CopyOfA
CopyOfA

Reputation: 851

Expand PySpark dataframe for missing dates

I have a PySpark dataframe where I have several measures for (key1, key2, key3, date) set. That is:

+-----+-----+-----+----------+-----+-----+
| key1| key2| key3|      date|val_1|val_2|
+-----+-----+-----+----------+-----+-----+
|pk1  |name1|   VA|2022-03-06|    0|    3|
|pk1  |name1|   VA|2022-03-07|    2|    4|
|pk1  |name1|   VA|2022-03-09|    3|    4|
|pk2  |name2|   NC|2022-03-06|    4|    1|
|pk2  |name2|   NC|2022-03-08|    2|    6|
|pk2  |name2|   NC|2022-03-09|    1|    4|
+-----+-----+-----+----------+-----+-----+

This table has about 5600 (key1, key2, key3) unique tuples. I want to fill in the dates to make this a 1-day sequence for all key tuples. The resulting table should be:

+-----+-----+-----+----------+-----+-----+
| key1| key2| key3|      date|val_1|val_2|
+-----+-----+-----+----------+-----+-----+
|pk1  |name1|   VA|2022-03-06|    0|    3|
|pk1  |name1|   VA|2022-03-07|    2|    4|
|pk1  |name1|   VA|2022-03-08|   NA|   NA|
|pk1  |name1|   VA|2022-03-09|    3|    4|
|pk2  |name2|   NC|2022-03-06|    4|    1|
|pk2  |name2|   NC|2022-03-07|   NA|   NA|
|pk2  |name2|   NC|2022-03-08|    2|    6|
|pk2  |name2|   NC|2022-03-09|    1|    4|
+-----+-----+-----+----------+-----+-----+

Here is what I've tried:

from pyspark.sql import functions as F

minDate = df.select(F.min("date")).first()["min(date)"]
maxDate = df.select(F.max("date")).first()["max(date)"]

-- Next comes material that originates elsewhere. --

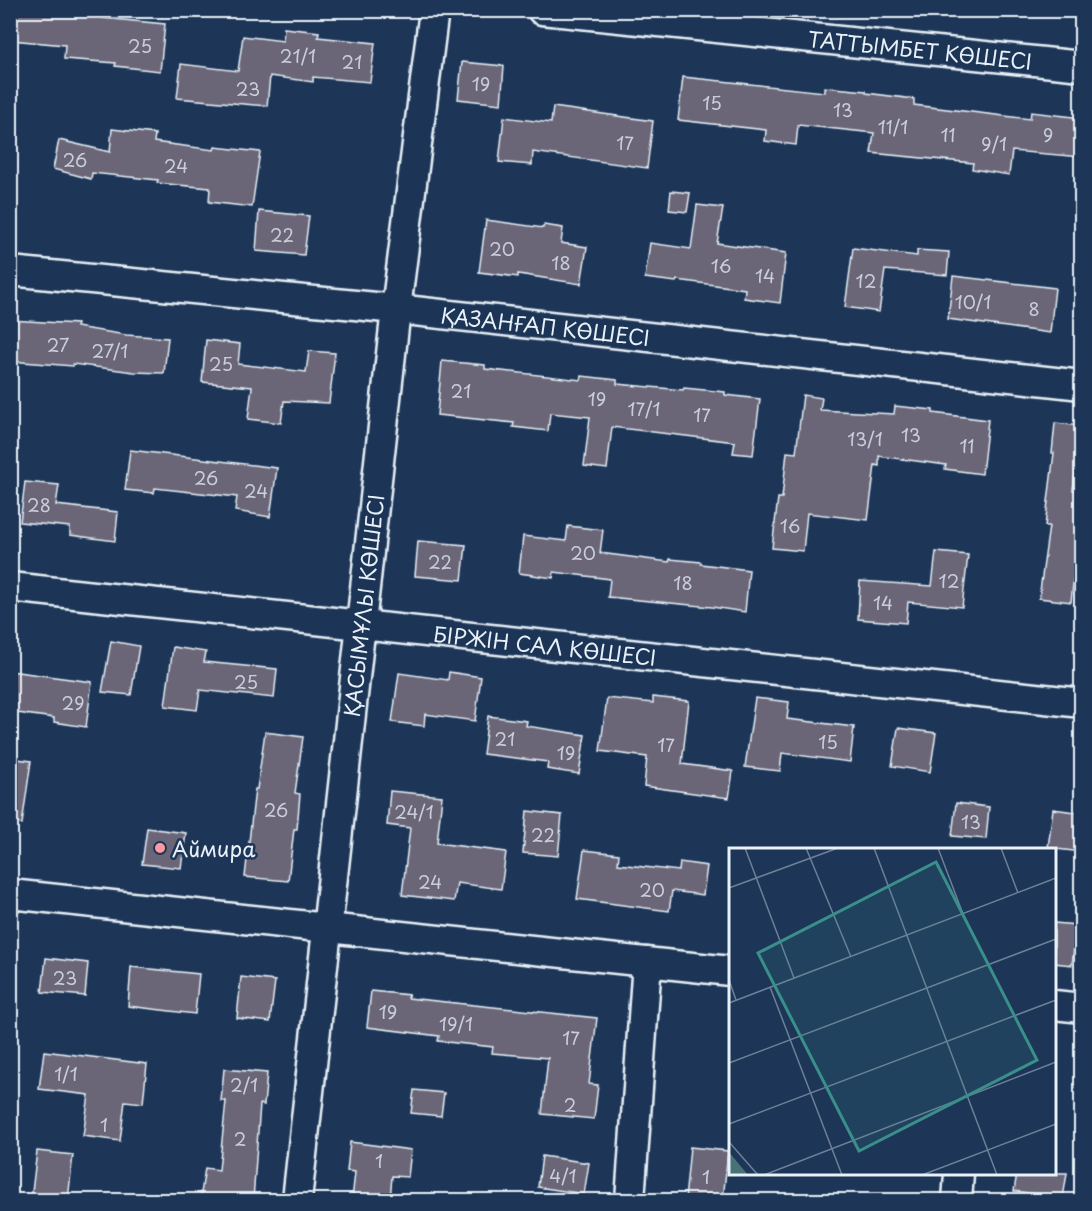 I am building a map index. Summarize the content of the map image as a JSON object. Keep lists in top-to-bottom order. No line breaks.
{"streets":{"street":["ТАТТЫМБЕТ КӨШЕСІ","ҚАЗАНҒАП КӨШЕСІ","ҚАСЫМҰЛЫ КӨШЕСІ","БІРЖІН САЛ КӨШЕСІ"]},"crossings":[["ҚАЗАНҒАП КӨШЕСІ","ҚАСЫМҰЛЫ КӨШЕСІ"],["ҚАСЫМҰЛЫ КӨШЕСІ","БІРЖІН САЛ КӨШЕСІ"]],"places":["Аймира"],"house_numbers":["25","21/1","21","19","23","15","13","11/1","11","9","17","9/1","26","24","22","20","18","16","14","12","10/1","8","27","27/1","25","21","19","17/1","17","13","13/1","11","26","24","28","16","20","22","12","18","14","25","29","21","15","17","19","26","24/1","13","22","24","20","23","19","19/1","17","1/1","2/1","2","1","2","1","4/1","1"]}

dateList = ",".join([str(maxDate - datetime.timedelta(days=x)) for x in range((maxDate - minDate).days + 1)])

df = df.select("key1", "key2", "key3", F.explode(F.split(dateList, ",")).alias("date"))

I pulled this solution from this SO answer: How to expand out a Pyspark dataframe based on column?. My plan was to construct this "full" (key1, key2, key3, date) dataframe and then join it with the original dataframe. The error I'm getting is:

You're referencing the column `2022-03-20,2022-03-19,2022-03-18,2022-03-17,2022-03-16,2022-03-15,2022-03-14,2022-03-13,2022-03-12,2022-03-11,2022-03-10,2022-03-09,2022-03-08,2022-03-07,2022-03-06`, but it is missing from the schema.

Upvotes: 1

Views: 1480

Answers (3)

CopyOfA
CopyOfA

Reputation: 851

I already accepted wwnde's answer, but I figured I'd post what I was able to successfully implement before I used their answer.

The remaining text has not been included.